• **What you should do**
Starting at the line that holds "Summarize the content" and stopping at the line that holds "Task: What data", restate the records below word for word, with both of those lines included.

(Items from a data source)
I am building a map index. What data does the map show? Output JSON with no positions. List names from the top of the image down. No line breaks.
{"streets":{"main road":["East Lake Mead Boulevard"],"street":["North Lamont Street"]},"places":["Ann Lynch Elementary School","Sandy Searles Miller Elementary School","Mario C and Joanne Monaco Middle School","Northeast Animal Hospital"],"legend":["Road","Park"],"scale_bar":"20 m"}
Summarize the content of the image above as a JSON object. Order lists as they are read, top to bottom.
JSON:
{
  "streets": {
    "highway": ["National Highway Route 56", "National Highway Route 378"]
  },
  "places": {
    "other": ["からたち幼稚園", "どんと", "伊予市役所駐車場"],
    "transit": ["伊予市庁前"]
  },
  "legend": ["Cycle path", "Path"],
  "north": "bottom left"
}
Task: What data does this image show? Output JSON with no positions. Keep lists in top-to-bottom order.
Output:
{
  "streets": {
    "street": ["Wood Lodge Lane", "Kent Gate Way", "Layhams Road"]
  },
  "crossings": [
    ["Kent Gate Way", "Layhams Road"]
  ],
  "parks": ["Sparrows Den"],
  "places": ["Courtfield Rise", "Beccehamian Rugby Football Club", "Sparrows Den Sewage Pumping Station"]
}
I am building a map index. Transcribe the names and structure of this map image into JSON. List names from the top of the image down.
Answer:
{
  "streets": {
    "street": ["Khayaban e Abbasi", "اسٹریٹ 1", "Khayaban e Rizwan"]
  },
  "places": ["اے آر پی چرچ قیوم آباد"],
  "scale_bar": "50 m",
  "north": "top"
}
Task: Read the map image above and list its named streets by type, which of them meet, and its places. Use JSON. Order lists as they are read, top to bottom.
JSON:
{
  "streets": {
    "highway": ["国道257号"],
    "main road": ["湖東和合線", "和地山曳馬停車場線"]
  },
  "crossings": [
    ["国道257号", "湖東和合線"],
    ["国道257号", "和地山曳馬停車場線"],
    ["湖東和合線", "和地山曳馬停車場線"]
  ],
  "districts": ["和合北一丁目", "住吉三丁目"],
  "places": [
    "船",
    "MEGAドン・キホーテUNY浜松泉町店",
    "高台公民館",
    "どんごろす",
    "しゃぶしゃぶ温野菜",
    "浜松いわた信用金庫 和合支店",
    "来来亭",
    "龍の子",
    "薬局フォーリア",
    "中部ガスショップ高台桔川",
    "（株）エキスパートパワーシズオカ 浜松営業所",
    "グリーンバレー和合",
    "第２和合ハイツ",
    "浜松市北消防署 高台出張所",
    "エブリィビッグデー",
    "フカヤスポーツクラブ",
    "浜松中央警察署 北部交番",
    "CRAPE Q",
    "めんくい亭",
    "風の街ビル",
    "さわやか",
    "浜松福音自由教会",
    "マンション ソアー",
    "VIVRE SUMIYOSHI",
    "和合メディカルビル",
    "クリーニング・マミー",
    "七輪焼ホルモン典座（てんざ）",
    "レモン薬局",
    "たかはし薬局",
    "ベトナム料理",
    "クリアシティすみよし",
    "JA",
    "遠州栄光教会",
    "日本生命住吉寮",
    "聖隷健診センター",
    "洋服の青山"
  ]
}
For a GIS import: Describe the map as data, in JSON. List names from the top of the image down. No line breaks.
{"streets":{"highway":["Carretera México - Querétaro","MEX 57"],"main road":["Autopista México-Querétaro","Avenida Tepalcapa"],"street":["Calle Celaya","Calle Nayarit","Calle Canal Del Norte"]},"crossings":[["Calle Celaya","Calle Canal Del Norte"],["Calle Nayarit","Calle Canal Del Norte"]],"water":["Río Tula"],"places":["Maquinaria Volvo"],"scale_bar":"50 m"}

• **Response to the task**
Summarize the content of the image above as a JSON object. Order lists as they are read, top to bottom.
JSON:
{
  "streets": {
    "highway": ["National Highway Route 56", "National Highway Route 378"]
  },
  "places": {
    "other": ["からたち幼稚園", "どんと", "伊予市役所駐車場"],
    "transit": ["伊予市庁前"]
  },
  "legend": ["Cycle path", "Path"],
  "north": "bottom left"
}
Task: What data does this image show? Output JSON with no positions. Keep lists in top-to-bottom order.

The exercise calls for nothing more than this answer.